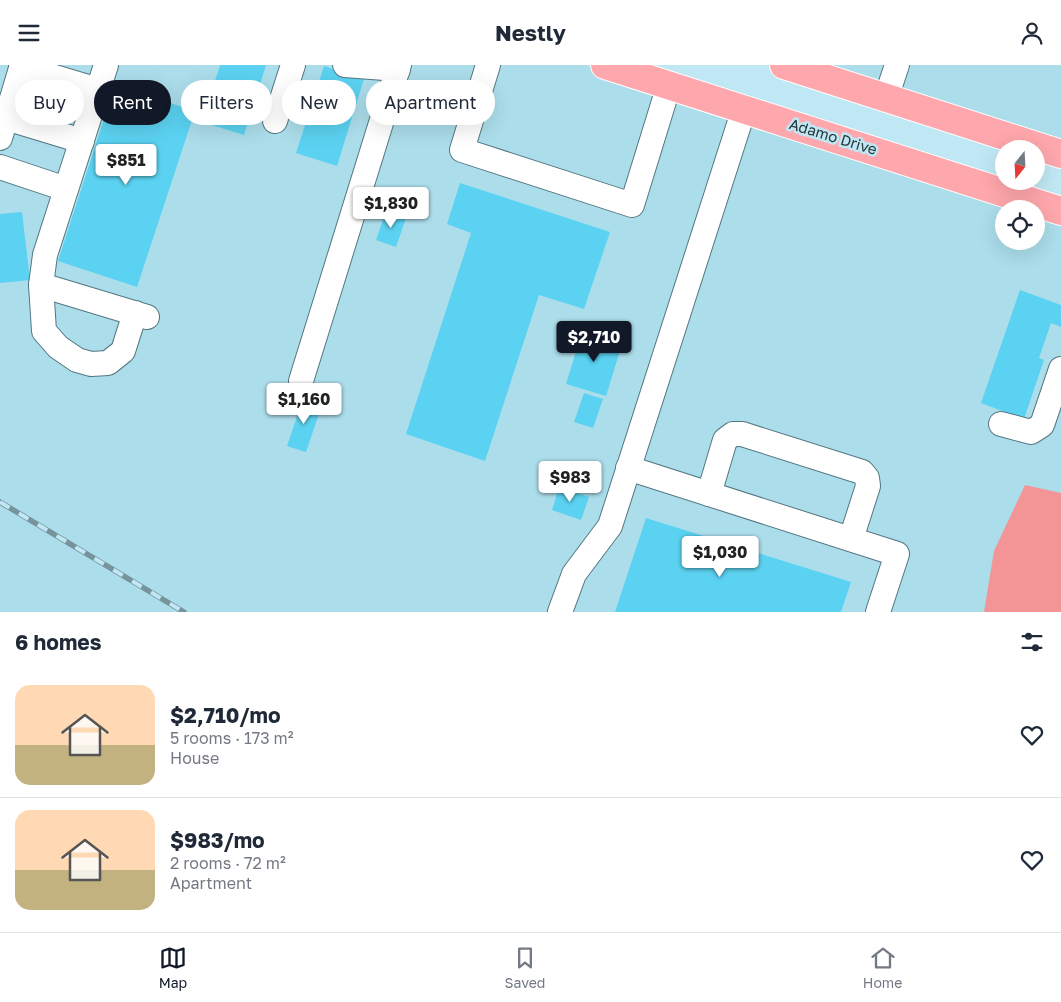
<!DOCTYPE html>
<meta charset="utf-8">
<style>
body{margin:0;font-family:"Golos Text",sans-serif;background:#f2f2f3;color:#1f2937;height:100vh;display:flex;flex-direction:column;font-size:19px;white-space:nowrap}
*{box-sizing:border-box;margin:0}
p{font-size:16px;color:#747a83}
.icon{flex:none;width:28px;height:28px;fill:none;stroke:currentColor;stroke-width:2;stroke-linecap:round;stroke-linejoin:round}
.map{position:relative;height:547px;overflow:hidden}
.drawer{display:flex;flex-direction:column;background:#fff;flex:1}
.drawer>*{flex:none}
.top-card{position:absolute;left:15px;top:15px;width:500px;height:45px;display:flex;gap:10px}
.needle{width:32px;rotate:198deg}
.controls{position:absolute;left:995px;top:75px;display:grid;gap:10px}
.controls a{display:grid;place-items:center;width:50px;height:50px;border-radius:50%;background:#fff;box-shadow:0 5px 20px #0002;font-size:25px}
.price{position:absolute;translate:-50% -42px;padding:0 11px;border-radius:5px;background:#fff;color:#222;font-size:16px;line-height:32px;filter:drop-shadow(0 1px 2px #0008)}
.price::after{content:'';position:absolute;left:50%;top:30px;width:15px;height:11px;margin-left:-8px;background:inherit;clip-path:polygon(0 0,100% 0,50% 100%)}
.price.selected{background:#111827;color:#fff}
ul{padding:0;list-style:none}
li{display:flex;align-items:center;gap:15px;height:125px;padding:0 15px}
li+li{border-top:1px solid #e0e1e3}
li span{display:grid;place-items:center;flex:none;width:140px;height:100px;border-radius:15px;color:#555}
li>.icon{margin-inline-start:auto}
span .icon{width:60px;height:60px;fill:#fffc;stroke-width:1}
li b{font-size:21px}
h2{display:flex;justify-content:space-between;align-items:center;height:60px;padding:0 15px;font-size:21px}
.chip{padding:0 18px;border-radius:22px;background:#fff;box-shadow:0 5px 20px #0002;font-size:18px;line-height:45px}
.chip.selected{background:#111827;color:#fff}
header{display:flex;justify-content:space-between;align-items:center;height:65px;padding:0 15px;background:#fff;font-size:22px;font-weight:700}
.dock{display:flex;justify-content:space-around;align-items:center;height:70px;border-top:1px solid #e0e1e3;background:#fff;font-size:14px;color:#747a83}
.dock a{display:grid;justify-items:center;gap:2px}
.dock .selected{color:#111827}
.map>svg:first-child{display:block}
.built{fill:#acddeb;fill-rule:evenodd}
.forest{fill:#f39496}
.building{fill:#5bd2f1}
.lines{fill:none;stroke-linecap:round;stroke-linejoin:round}
.minor-casing{stroke:#537782;stroke-width:26}
.major-casing{stroke:#fff;stroke-width:30}
.minor{stroke:#fff;stroke-width:24}
.major{stroke:#fea7ac;stroke-width:28}
.rail-casing{stroke:#77939b;stroke-width:5.5}
.rail{stroke:#c0e8f4;stroke-width:4;stroke-dasharray:11;stroke-linecap:butt}
.labels{text-anchor:middle;stroke-width:5;stroke-linejoin:round;paint-order:stroke}
.street-label{font-size:15px;fill:#27373b;stroke:#c0e8f4}
</style>
<header><svg class="icon" aria-label="menu" viewBox="0 0 24 24"><path d="M4 6h16M4 12h16M4 18h16"/></svg>Nestly<svg class="icon" aria-label="person" viewBox="0 0 24 24"><circle cx="12" cy="8" r="4"/><path d="M4 21q1-7 8-7t8 7"/></svg></header>
<div class="map">
<svg width="1061" height="547" viewBox="0 0 1061 547">
<rect width="100%" height="100%" fill="#c0e8f4"/>
<!-- built -->
<g class="built">
<path d="M 0,0 L 586,0 L 738,46 L 1061,151 L 1061,547 L 0,547 ZM 1004,144 L 1036,144 L 1036,176 L 1004,176 Z"/>
<path d="M 790,0 L 1061,0 L 1061,84 Z"/>
</g>
<!-- forest -->
<path class="forest" d="M 1025,420 L 1061,428 L 1061,547 L 984,547 L 994,486 Z"/>
<!-- building -->
<g class="building">
<path d="M 220,0 L 266,0 L 244,70 L 202,57 Z"/>
<path d="M 324,1 L 364,14 L 337,101 L 296,88 Z"/>
<path d="M 115,20 L 195,46 L 137,222 L 58,196 Z"/>
<path d="M 460,118 L 610,167 L 584,244 L 539,230 L 485,396 L 406,369 L 471,168 L 447,159 Z"/>
<path d="M 386,146 L 406,153 L 396,182 L 376,175 Z"/>
<path d="M 22,147 L 30,215 L 0,218 L 0,149 Z"/>
<path d="M 1020,225 L 1061,240 L 1061,262 L 1051,258 L 1039,293 L 1044,295 L 1024,354 L 981,338 Z"/>
<path d="M 583,264 L 623,276 L 606,331 L 566,319 Z"/>
<path d="M 584,328 L 603,334 L 593,363 L 574,357 Z"/>
<path d="M 303,334 L 322,340 L 306,387 L 287,381 Z"/>
<path d="M 559,422 L 589,432 L 581,455 L 552,445 Z"/>
<path d="M 646,453 L 851,517 L 841,547 L 615,547 Z"/>
</g>
<g class="lines">
<defs>
<g id="minor">
<path d="M 106,0 L 45,190 L 41,220 L 147,252"/>
<path d="M 345,0 L 398,4"/>
<path d="M 488,0 L 462,85 L 632,140 L 669,20"/>
<path d="M 21,2 L 98,25"/>
<path d="M 886,33 L 897,0"/>
<path d="M 6,53 L 82,76"/>
<path d="M 275,56 L 293,0"/>
<path d="M 0,73 L 22,0"/>
<path d="M 0,102 L 66,124"/>
<path d="M 41,220 L 44,266 L 58,282 L 77,295 L 91,299 L 108,298 L 123,286 L 135,248"/>
<path d="M 301,316 L 399,0"/>
<path d="M 1001,359 L 1031,367 L 1042,360 L 1061,304"/>
<path d="M 628,403 L 897,489 L 878,547"/>
<path d="M 709,429 L 725,375 L 733,369 L 742,369 L 862,407 L 867,413 L 868,421 L 851,474"/>
<path d="M 560,547 L 574,509 L 610,461 L 744,44"/>
</g>
<g id="major">
<path d="M 605,0 L 1061,146"/>
<path d="M 784,0 L 1061,89"/>
</g>
</defs>
<!-- minor casing -->
<use href="#minor" class="minor-casing"/>
<!-- major casing -->
<use href="#major" class="major-casing"/>
<!-- minor -->
<use href="#minor" class="minor"/>
<!-- major -->
<use href="#major" class="major"/>
<defs>
<path id="rail" d="M 0,437 L 184,547"/>
</defs>
<!-- rail casing -->
<use href="#rail" class="rail-casing"/>
<!-- rail -->
<use href="#rail" class="rail"/>
</g>
<g class="labels">
<!-- street labels -->
<g class="street-label">
<text transform="translate(833 72) rotate(17)" y="5">Adamo Drive</text>
</g>
</g>
</svg>
<div class="controls">
<a><svg class="needle" viewBox="-14 -14 28 28"><path d="M0-13l5 13h-10z" fill="#e53935"/><path d="M0 13l5-13h-10z" fill="#747a83"/></svg></a>
<a><svg class="icon" aria-label="locate" viewBox="0 0 24 24"><circle cx="12" cy="12" r="6"/><path d="M12 2v4M12 18v4M2 12h4M18 12h4"/></svg></a>
</div>
<b class="price" style="left:126px;top:121px">$851</b>
<b class="price" style="left:391px;top:164px">$1,830</b>
<b class="price selected" style="left:594px;top:298px">$2,710</b>
<b class="price" style="left:304px;top:360px">$1,160</b>
<b class="price" style="left:570px;top:438px">$983</b>
<b class="price" style="left:720px;top:513px">$1,030</b>
<div class="top-card">
<a class="chip">Buy</a>
<a class="chip selected">Rent</a>
<a class="chip">Filters</a>
<a class="chip">New</a>
<a class="chip">Apartment</a>
</div>
</div>
<section class="drawer">
<h2>6 homes<svg class="icon" aria-label="filters" viewBox="0 0 24 24"><path d="M4 7h16M4 17h16"/><circle cx="9" cy="7" r="2"/><circle cx="15" cy="17" r="2"/></svg></h2>
<ul>
<li><span style="background:linear-gradient(#ffd9b3 60%,#c2b280 0)"><svg class="icon" aria-label="home" viewBox="0 0 24 24"><path d="M3 11l9-7 9 7M6 9v11h12V9"/></svg></span><div><b>$2,710/mo</b><p>5 rooms · 173 m²</p><p>House</p></div><svg class="icon" aria-label="heart" viewBox="0 0 24 24"><path d="M12 20l-8-8c-3-5 5-10 8-4 3-6 11-1 8 4z"/></svg></li>
<li><span style="background:linear-gradient(#ffd9b3 60%,#c2b280 0)"><svg class="icon" aria-label="home" viewBox="0 0 24 24"><path d="M3 11l9-7 9 7M6 9v11h12V9"/></svg></span><div><b>$983/mo</b><p>2 rooms · 72 m²</p><p>Apartment</p></div><svg class="icon" aria-label="heart" viewBox="0 0 24 24"><path d="M12 20l-8-8c-3-5 5-10 8-4 3-6 11-1 8 4z"/></svg></li>
</ul>
</section>
<nav class="dock">
<a class="selected"><svg class="icon" aria-label="map" viewBox="0 0 24 24"><path d="M3 6l6-2 6 2 6-2v14l-6 2-6-2-6 2zM9 4v14M15 6v14"/></svg>Map</a>
<a><svg class="icon" aria-label="saved" viewBox="0 0 24 24"><path d="M7 4h10v16l-5-4-5 4z"/></svg>Saved</a>
<a><svg class="icon" aria-label="home" viewBox="0 0 24 24"><path d="M3 11l9-7 9 7M6 9v11h12V9"/></svg>Home</a>
</nav>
******
What you need to do
Find where "6 2 6-2v14l-6" occurs in the data, and please write out that line through the last line exactly, with nothing else.

Written response
<a class="selected"><svg class="icon" aria-label="map" viewBox="0 0 24 24"><path d="M3 6l6-2 6 2 6-2v14l-6 2-6-2-6 2zM9 4v14M15 6v14"/></svg>Map</a>
<a><svg class="icon" aria-label="saved" viewBox="0 0 24 24"><path d="M7 4h10v16l-5-4-5 4z"/></svg>Saved</a>
<a><svg class="icon" aria-label="home" viewBox="0 0 24 24"><path d="M3 11l9-7 9 7M6 9v11h12V9"/></svg>Home</a>
</nav>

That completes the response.